Your goal => From the entries below, count the lines holding the word "Order" and give nothing but the number.

Source material =>
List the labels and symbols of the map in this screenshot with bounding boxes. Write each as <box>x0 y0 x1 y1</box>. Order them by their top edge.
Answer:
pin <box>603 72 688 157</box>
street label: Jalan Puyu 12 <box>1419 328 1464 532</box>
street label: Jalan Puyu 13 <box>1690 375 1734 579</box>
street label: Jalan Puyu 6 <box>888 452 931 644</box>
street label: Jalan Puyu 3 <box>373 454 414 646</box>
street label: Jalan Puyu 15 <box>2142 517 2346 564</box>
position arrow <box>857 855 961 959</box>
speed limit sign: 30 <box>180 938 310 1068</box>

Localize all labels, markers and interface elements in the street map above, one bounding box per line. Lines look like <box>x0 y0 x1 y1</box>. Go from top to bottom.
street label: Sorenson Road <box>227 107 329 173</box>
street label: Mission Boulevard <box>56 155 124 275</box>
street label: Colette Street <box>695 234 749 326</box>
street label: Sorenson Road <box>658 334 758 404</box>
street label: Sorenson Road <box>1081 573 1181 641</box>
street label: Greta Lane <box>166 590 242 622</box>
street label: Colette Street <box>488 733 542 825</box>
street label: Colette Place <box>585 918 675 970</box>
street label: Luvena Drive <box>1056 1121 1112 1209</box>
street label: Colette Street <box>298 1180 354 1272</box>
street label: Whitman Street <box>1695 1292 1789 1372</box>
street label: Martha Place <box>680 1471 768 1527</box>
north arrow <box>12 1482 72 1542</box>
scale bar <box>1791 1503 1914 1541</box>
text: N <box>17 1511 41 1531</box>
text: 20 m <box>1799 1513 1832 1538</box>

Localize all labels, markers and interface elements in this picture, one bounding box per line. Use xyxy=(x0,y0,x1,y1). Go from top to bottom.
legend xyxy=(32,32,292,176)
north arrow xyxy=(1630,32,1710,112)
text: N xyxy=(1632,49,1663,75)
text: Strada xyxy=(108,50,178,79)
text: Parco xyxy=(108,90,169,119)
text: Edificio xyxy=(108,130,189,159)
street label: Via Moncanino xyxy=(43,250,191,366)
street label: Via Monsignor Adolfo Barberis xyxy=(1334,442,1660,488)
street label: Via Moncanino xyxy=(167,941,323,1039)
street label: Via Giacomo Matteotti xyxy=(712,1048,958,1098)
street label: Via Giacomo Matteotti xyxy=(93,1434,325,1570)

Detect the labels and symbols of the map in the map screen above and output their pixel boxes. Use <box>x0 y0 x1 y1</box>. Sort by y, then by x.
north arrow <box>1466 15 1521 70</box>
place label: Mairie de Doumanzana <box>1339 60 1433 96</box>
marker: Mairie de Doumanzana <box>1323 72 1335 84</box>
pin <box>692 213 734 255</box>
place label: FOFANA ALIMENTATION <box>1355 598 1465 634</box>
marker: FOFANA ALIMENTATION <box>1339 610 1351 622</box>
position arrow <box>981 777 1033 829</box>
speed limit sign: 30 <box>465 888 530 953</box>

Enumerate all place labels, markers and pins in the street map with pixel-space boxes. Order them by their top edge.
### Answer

Response to this task => 2